Implementing Regression Using a Decision Tree and Scikit-Learn

Introduction

Do you remember climbing trees in your childhood? According to researchers, at the University of North Florida, climbing a tree can dramatically improve cognitive skills, including memory. Climbing trees can help children become more flexible in body and mind, while also developing strong spatial reasoning skills.

As it turns out, “trees” can also help machines learn. As illustrated below, decision trees are a type of algorithm that use a tree-like system of conditional control statements to create the machine learning model; hence, its name.

In the realm of machine learning, decision trees algorithm can be more suitable for regression problems than other common and popular algorithms. Below are the cases where you would likely prefer a decision tree over other regression algorithms:

There are non-linear or complex relationships between features and labels
You need a model that is easy to explain

Before we jump into an implementation of a decision tree for a regression problem, let’s define some key terms.

You may like to watch a video on Decision Tree from Scratch in Python

Decision trees: Key terms

Root Node: The top-most decision node in a decision tree.
Decision Node: A tree node or parent node that splits into one ore more child nodes is called a decision node.
Leaf or Terminal Node: Bottom nodes that (generally speaking) don’t split any further.
Splitting: Process of dividing a node into two or more child nodes.
Pruning: The opposite process of splitting. Removing the child nodes of a decision node is called pruning.

Note that decision trees are typically plotted upside down, so that the root node is at the top and the leaf nodes are the bottom.

Decision tree algorithms can be applied to both regression and classification tasks; however, in this post we’ll work through a simple regression implementation using Python and scikit-learn.

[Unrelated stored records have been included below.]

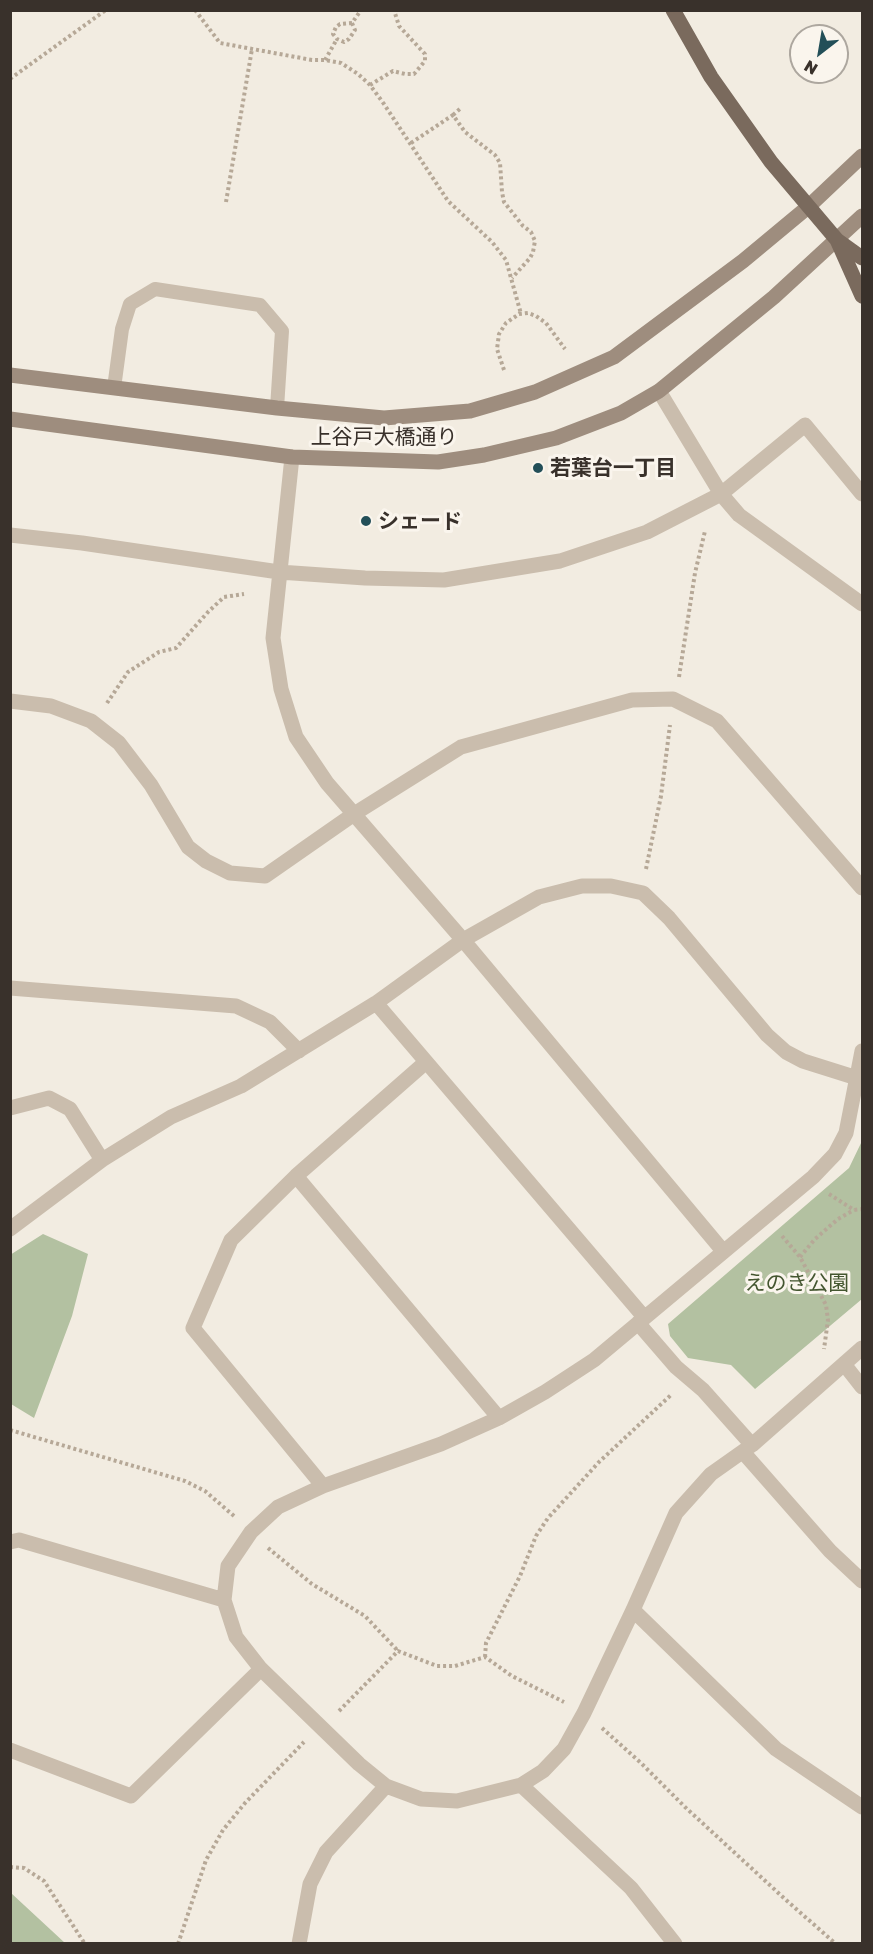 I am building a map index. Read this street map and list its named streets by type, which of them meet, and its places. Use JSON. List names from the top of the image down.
{
  "streets": {
    "street": ["上谷戸大橋通り"]
  },
  "parks": ["えのき公園"],
  "places": ["若葉台一丁目", "シェード"],
  "north": "bottom left"
} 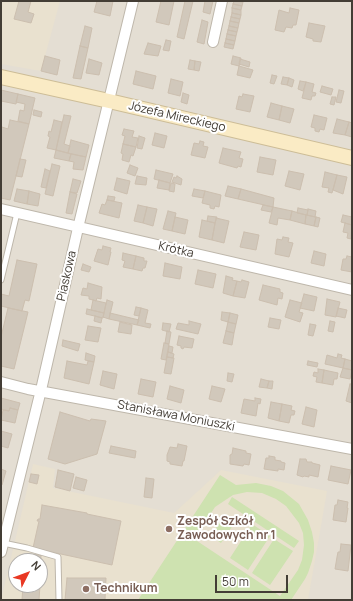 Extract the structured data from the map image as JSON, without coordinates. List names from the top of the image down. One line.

Regression trees are used when the dependent variable is continuous.
For regression trees, the value of terminal nodes is the mean of the observations falling in that region. Therefore, if an unseen data point falls in that region, we predict using the mean value.

Now let’s start our implementation using Python and a Jupyter notebook.

Once the Jupyter notebook is up and running, the first thing we should do is import the necessary libraries.

Import the libraries

We need to import:

NumPy
Pandas
DecisionTreeRegressor
train_test_split
r2_score
mean squared error
and Seaborn.

To actually implement the decision tree, we’re going to use scikit-learn, and we’ll import our DecisionTreeRegressor from sklearn.tree.

import numpy as np
import pandas as pd
from sklearn.tree import DecisionTreeRegressor
from sklearn.model_selection import train_test_split
from sklearn.metrics import r2_score,mean_squared_error
import seaborn as sns

Load the data

Once the libraries are imported, our next step is to load the data, stored here. You can download the data and keep it in your local folder. After that we can use the read_csv method of Pandas to load the data into a Pandas data frame df, as shown below.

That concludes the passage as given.